Önemli bir veride şudur. İMO ve TÜİK verilerine göre Türkiye’de 18 milyonu aşan bir kamu stoku bulunmakta, bu stokun %67’si ruhsatsız ve kaçak, %60’ı 25 yaş ve üzeri konutlar, %40’ı oturulabilir değil ve depreme karşı güçlendirilmesi şart konutlardır. Ve 2012 ‘de çıkan yasaya rağmen, hayati konu olan KENTSEL DÖNÜŞÜM konusunda, son 8 senede yapılanlar ihtiyacın % 3’ üne bile ulaşamamıştır…
Deprem bölgelerindeki yerleşim alanlarında, I. ve II. Sınıf Gayri Sıhhi Müesseseler kapsamında yer alan Sanayi Tesisleri ve bunlarla iç içe geçmiş bulunan NATO Boru Hatları, Doğal Gaz Boru Hatları, LPG Boru Hatları, yerleşim alanları içerisinde hiçbir standarda bağlı olmaksızın kurulan ve işletilen Akaryakıt İstasyonları, Tüp Gaz Satış Bayileri ve benzerleri, bir arada bulunmaktadır. Tüm bunların taşımakta olduğu yangın ve endüstri kazaları olasılıkları ile bu alt yapı tesislerinin yer aldığı bölgelerin taşıdığı deprem riskleri, kentleri patlamaya hazır birer bomba haline getirmekte ve yaşam güvenliğini ortadan kaldırmaktadır.
Sanayi–depolama–liman vb. tesislerin, alt yapı tesisleri ile ulaşım hatlarının yer aldığı bölgelerin, deprem açısından da riskler taşıyor olmaları ve pek çoğunun fay hatları üzerinde bulunması tehlikenin boyutlarını artırmaktadır. 17 Ağustos 1999 Marmara Depreminin ardından depremin etkisi ile İzmit Körfezinde yaşanmış olan TÜPRAŞ yangını ve 28 Temmuz 2002’ de yaşanan AKÇAGAZ patlaması dahi, bu konuda gerekli önlemlerin alınması için yeterli olamamıştır.

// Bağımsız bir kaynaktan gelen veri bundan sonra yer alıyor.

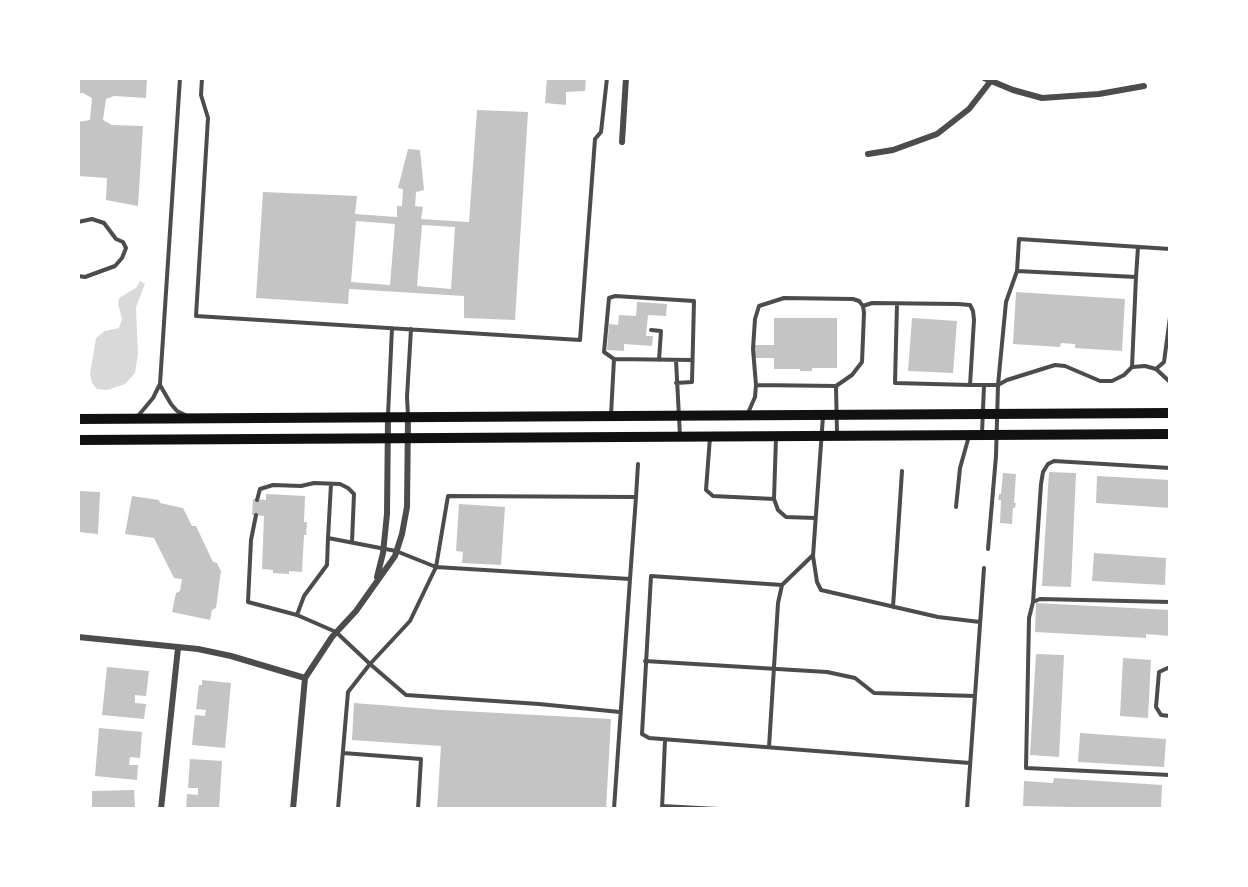 <!DOCTYPE html>
<style>
body{margin:0}
#map{position:relative;width:1248px;height:887px;overflow:hidden;background:#fff;font-family:Figtree,sans-serif}
canvas{display:block}
.frame{position:absolute;inset:0;border:80px solid #fff;pointer-events:none}
</style>
<div id="map">
<canvas width="1248" height="887"></canvas>
<div class="frame"></div>
</div>
<script>
const context = document.querySelector('canvas').getContext('2d');
context.lineJoin = 'round';
function fill(path, color) {
  context.fillStyle = color;
  context.fill(path, 'evenodd');
}
function poly(rows) {
  const path = new Path2D();
  for (const r of rows) {
    path.moveTo(r[0], r[1]);
    for (let i = 2; i < r.length; i += 2) path.lineTo(r[i], r[i + 1]);
  }
  return path;
}
function stroke(path, color, width, dash) {
  context.strokeStyle = color;
  context.lineWidth = width;
  context.lineCap = dash ? 'butt' : 'round';
  context.setLineDash(dash || []);
  context.stroke(path);
}
fill(poly([
 [140,281,145,284,136,307,138,354,135,373,125,384,107,390,97,389,92,383,90,374,96,338,105,331,119,328,122,319,118,304,119,298,136,288]
]), '#d9d9d9');
fill(poly([
 [78,78,147,78,146,98,114,96,106,99,103,120,112,125,143,126,138,206,106,200,107,178,78,176,78,122,90,120,92,98,83,93,78,93],
 [547,78,586,78,585,91,566,92,566,105,545,103],
 [477,110,528,112,515,320,464,318,464,296,349,289,348,304,256,298,263,192,357,196,355,214,397,217,397,206,402,206,403,189,398,188,408,149,420,150,424,190,416,192,415,206,423,207,421,219,469,222],
 [356,221,395,224,390,285,351,282],
 [422,225,455,227,451,289,417,286],
 [1016,292,1125,299,1122,351,1075,348,1075,344,1061,343,1060,347,1013,344],
 [637,302,667,304,666,316,648,315,646,336,653,336,652,346,624,344,624,351,607,350,609,324,618,325,619,315,636,316],
 [774,318,837,318,837,368,812,368,812,371,800,371,800,369,774,369,774,358,755,358,755,345,774,345],
 [912,318,957,321,953,373,908,371],
 [1049,472,1076,473,1071,587,1042,586],
 [1003,473,1016,474,1014,503,1016,503,1015,508,1013,508,1012,524,1000,523,1001,500,998,500,999,494,1001,494],
 [1097,476,1170,480,1170,508,1096,503],
 [78,491,100,492,98,534,78,532],
 [266,494,305,496,304,522,307,522,306,535,304,535,302,572,289,571,289,574,273,573,273,570,262,569,264,516,252,515,253,499,266,500],
 [132,496,159,500,160,503,183,508,192,526,196,526,213,562,217,563,221,571,216,608,212,610,210,620,172,612,176,593,180,591,182,579,174,578,154,538,125,534],
 [459,504,505,507,501,565,462,563,463,552,456,551],
 [1094,553,1166,558,1165,585,1092,581],
 [1036,603,1170,610,1170,636,1146,634,1146,638,1035,632],
 [1036,654,1064,655,1059,757,1030,755],
 [1123,658,1151,660,1148,718,1120,716],
 [107,667,149,671,146,696,135,695,135,703,146,704,144,719,102,715],
 [202,680,231,683,225,748,192,745,195,715,205,716,206,710,196,709,199,685,202,685],
 [354,703,443,710,611,719,606,809,437,809,441,746,352,740],
 [99,728,142,732,140,758,130,757,129,765,138,765,137,780,95,776],
 [1080,733,1166,739,1164,767,1078,762],
 [190,759,222,761,219,809,186,809,187,794,198,795,198,788,188,788],
 [1054,778,1162,785,1161,809,1023,806,1024,781,1053,783],
 [134,790,135,809,92,809,92,791]
]), '#c4c4c4');
stroke(poly([
 [202,78,201,95,208,118,196,316,580,340,595,139,601,132,607,78],
 [78,222,92,219,104,223,116,239,123,242,126,248,122,258,115,266,85,277,78,276],
 [1017,271,1019,239,1170,249],
 [1136,277,1138,247],
 [863,306,872,303,958,304,970,305,973,311,974,320,970,385,895,383,897,304],
 [651,330,661,331,659,360],
 [614,359,604,352,609,298,615,296,694,301,692,382,676,383],
 [676,360,680,436],
 [1156,369,1164,362,1170,317],
 [160,385,171,404,177,411,185,415],
 [970,385,998,385,1007,380,1055,365,1065,366,1100,381,1112,381,1124,375,1132,367,1145,366,1156,369,1170,382],
 [836,386,837,433],
 [748,413,755,397,756,385,753,349,755,319,759,306,784,298,853,299,859,301,863,306,864,313,862,362,852,375,836,386,756,385],
 [388,415,392,328],
 [611,415,614,359,691,360],
 [138,416,153,398,160,384,180,78],
 [408,416,407,397,411,329],
 [823,416,813,556,817,582,821,590,938,617,980,622],
 [982,433,984,386],
 [710,437,706,490,713,496,774,499],
 [776,437,774,499,778,510,786,517,815,518],
 [636,497,630,579,436,567,448,496,636,497,638,464],
 [257,500,260,489,273,485,301,486,314,483,340,484,348,488,354,494,352,542],
 [956,507,960,468,969,436],
 [256,515,251,540,248,602,297,615],
 [328,538,396,551,436,567,410,621,370,664,336,632,297,615,304,596,327,565,328,538],
 [328,538,331,484],
 [988,549,996,456,998,385,1006,302,1017,271,1136,277,1132,367],
 [782,585,651,576,642,734,649,738,970,763],
 [1033,602,1041,484,1043,472,1048,464,1054,461,1170,468],
 [1170,602,1040,599,1033,602,1029,618,1026,768,1170,775],
 [893,607,902,471],
 [645,661,827,672,855,678,874,693,975,696],
 [1170,667,1159,672,1156,707,1161,715,1170,716],
 [769,747,778,603,782,585,812,556],
 [343,753,421,759,418,809],
 [662,806,718,809],
 [338,809,348,692,370,664,406,695,539,704,620,712],
 [614,809,630,579],
 [662,809,665,740],
 [967,809,984,568]
]), '#4c4c4c', 4);
stroke(poly([
 [984,78,1013,90,1042,98,1099,94,1144,86],
 [622,142,626,78],
 [868,154,893,150,937,134,969,109,990,82],
 [377,577,383,553,387,514,388,417],
 [78,637,198,649,231,656,305,678],
 [161,809,178,648],
 [293,809,305,678,332,637,356,611,395,556,402,534,407,507,408,417]
]), '#4c4c4c', 6);
stroke(poly([
 [78,419,1170,413],
 [78,440,1170,434]
]), '#111', 10);
</script>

AKÇAGAZ patlaması ile ilgili başlıkları hatırlayın. Şöyle yazmıştır gazeteler… “Kürelerde yansa idi körfez atom bombası gibi patlardı. Ucuz atlattık.” 11 Mart 2011 Japonya depreminden sonra meydana gelen nükleer santral felaketi ve sanayi tesislerindeki tahribat Türk kamuoyunda deprem ve nükleer santral yapımları ile sanayi tesisleri arasındaki bağlantılar daha kolay kuruldu. Japonya’da tüm çevre yönetmeliklerine harfiyen uyulmasına rağmen,11 Mart 2011’de Sendai’de deprem ve tsunaminin sanayi tesislerinde yarattığı etki karşısında Japon yönetimi, geçmişin bilimsel araştırma metotlarının, bu felaketlerin etkilerini engelleyecek araştırma yeterliliğinde olmadığını itiraf etti.